/---

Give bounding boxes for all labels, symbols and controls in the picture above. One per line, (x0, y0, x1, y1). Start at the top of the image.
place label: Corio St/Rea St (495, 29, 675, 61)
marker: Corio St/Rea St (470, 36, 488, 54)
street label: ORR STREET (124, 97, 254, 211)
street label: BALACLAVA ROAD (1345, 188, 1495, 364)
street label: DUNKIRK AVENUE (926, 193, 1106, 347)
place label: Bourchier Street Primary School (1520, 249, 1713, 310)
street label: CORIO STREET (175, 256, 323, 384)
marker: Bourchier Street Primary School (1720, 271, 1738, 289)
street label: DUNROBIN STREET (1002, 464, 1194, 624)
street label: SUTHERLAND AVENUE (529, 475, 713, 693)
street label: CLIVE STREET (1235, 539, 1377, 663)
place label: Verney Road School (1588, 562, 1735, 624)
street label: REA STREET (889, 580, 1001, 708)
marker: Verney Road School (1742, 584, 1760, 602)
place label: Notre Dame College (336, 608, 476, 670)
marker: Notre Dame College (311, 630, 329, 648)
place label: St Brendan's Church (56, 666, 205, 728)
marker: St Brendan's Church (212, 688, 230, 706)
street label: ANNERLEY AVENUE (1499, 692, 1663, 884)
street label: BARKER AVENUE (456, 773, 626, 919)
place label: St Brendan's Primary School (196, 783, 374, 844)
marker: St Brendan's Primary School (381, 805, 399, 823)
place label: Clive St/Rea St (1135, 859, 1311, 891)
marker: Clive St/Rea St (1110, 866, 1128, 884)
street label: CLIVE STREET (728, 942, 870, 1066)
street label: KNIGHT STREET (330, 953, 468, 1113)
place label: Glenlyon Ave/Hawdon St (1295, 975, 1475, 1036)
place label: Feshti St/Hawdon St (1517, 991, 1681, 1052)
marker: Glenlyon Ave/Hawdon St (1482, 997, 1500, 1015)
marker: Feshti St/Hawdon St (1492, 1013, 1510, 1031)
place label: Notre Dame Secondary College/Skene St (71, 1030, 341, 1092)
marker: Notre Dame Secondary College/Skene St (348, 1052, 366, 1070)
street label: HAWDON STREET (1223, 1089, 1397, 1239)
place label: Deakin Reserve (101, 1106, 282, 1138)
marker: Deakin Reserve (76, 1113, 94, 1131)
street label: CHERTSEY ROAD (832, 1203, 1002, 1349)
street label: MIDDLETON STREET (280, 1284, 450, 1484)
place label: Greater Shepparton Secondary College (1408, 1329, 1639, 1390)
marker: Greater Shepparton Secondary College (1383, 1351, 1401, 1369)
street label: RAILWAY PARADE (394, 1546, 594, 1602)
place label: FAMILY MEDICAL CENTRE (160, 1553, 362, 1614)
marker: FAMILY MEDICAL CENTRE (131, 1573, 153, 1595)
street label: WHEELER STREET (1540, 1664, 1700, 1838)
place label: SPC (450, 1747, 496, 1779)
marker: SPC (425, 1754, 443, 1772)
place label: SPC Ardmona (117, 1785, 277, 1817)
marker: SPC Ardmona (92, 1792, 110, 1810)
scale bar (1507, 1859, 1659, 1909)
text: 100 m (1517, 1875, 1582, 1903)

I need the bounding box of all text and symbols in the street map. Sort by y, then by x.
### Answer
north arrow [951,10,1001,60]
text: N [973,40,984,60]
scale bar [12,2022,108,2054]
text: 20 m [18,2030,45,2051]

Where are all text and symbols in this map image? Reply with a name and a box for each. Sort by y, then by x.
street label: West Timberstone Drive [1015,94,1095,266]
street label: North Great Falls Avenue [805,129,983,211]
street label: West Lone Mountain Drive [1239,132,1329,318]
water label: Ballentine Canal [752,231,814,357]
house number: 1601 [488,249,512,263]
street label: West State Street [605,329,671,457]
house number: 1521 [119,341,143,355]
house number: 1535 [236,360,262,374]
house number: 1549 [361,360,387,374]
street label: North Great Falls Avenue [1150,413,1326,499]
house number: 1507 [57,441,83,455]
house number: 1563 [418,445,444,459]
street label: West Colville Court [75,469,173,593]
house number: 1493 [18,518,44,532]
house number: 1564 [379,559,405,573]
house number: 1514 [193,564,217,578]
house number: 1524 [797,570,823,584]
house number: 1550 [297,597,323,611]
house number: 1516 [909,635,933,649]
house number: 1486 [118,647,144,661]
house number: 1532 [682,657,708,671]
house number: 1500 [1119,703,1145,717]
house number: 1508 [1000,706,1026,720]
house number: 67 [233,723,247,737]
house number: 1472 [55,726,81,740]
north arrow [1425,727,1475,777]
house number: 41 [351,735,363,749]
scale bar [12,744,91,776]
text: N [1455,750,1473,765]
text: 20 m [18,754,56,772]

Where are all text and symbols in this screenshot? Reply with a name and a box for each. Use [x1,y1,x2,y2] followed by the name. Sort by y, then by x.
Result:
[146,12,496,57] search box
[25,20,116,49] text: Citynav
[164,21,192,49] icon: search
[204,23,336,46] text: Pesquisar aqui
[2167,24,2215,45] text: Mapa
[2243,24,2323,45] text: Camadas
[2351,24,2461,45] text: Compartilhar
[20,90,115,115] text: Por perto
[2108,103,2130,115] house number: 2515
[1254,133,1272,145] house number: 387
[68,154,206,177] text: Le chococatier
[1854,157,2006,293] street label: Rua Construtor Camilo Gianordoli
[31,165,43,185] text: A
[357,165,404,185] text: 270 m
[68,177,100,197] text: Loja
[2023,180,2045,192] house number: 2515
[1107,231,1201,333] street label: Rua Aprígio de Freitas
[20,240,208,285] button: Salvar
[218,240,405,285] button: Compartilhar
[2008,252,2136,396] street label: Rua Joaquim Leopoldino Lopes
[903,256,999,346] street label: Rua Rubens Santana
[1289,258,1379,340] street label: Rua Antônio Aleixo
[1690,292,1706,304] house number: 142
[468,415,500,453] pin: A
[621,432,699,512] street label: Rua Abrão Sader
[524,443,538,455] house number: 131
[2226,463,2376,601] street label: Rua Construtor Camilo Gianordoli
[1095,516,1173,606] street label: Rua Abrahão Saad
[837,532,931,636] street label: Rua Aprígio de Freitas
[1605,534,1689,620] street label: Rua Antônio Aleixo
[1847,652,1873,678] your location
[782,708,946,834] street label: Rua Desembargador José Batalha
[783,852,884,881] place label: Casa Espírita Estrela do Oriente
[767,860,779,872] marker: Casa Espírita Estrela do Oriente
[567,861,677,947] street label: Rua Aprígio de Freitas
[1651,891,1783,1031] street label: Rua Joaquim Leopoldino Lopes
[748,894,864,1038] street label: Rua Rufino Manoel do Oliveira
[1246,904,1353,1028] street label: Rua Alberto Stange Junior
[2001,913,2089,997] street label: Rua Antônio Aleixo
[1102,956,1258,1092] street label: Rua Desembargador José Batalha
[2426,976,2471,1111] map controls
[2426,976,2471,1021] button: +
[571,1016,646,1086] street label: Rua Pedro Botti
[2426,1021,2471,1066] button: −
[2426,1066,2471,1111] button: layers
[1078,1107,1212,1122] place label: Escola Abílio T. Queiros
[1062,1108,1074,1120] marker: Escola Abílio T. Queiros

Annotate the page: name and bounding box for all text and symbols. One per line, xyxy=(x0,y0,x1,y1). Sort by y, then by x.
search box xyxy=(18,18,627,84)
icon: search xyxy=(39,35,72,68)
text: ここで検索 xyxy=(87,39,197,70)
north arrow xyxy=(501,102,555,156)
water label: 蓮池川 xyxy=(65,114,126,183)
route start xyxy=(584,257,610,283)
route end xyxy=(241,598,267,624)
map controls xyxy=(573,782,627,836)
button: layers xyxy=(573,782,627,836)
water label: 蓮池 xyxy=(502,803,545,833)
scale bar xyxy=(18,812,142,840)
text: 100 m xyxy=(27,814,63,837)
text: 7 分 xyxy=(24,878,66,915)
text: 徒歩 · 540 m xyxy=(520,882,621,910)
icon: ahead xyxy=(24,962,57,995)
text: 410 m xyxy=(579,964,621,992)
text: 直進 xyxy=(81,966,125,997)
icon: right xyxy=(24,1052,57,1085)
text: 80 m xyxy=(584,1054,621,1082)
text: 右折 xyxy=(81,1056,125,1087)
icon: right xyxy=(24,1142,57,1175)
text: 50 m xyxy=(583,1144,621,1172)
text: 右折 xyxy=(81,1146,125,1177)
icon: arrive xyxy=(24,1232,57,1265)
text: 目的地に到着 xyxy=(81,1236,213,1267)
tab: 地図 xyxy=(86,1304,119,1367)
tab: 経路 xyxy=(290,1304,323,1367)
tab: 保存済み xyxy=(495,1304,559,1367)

\---

Your reply should be one number: how many lines in the listing hold the word "Batalha".

> _EXERCISE RESPONSE_
2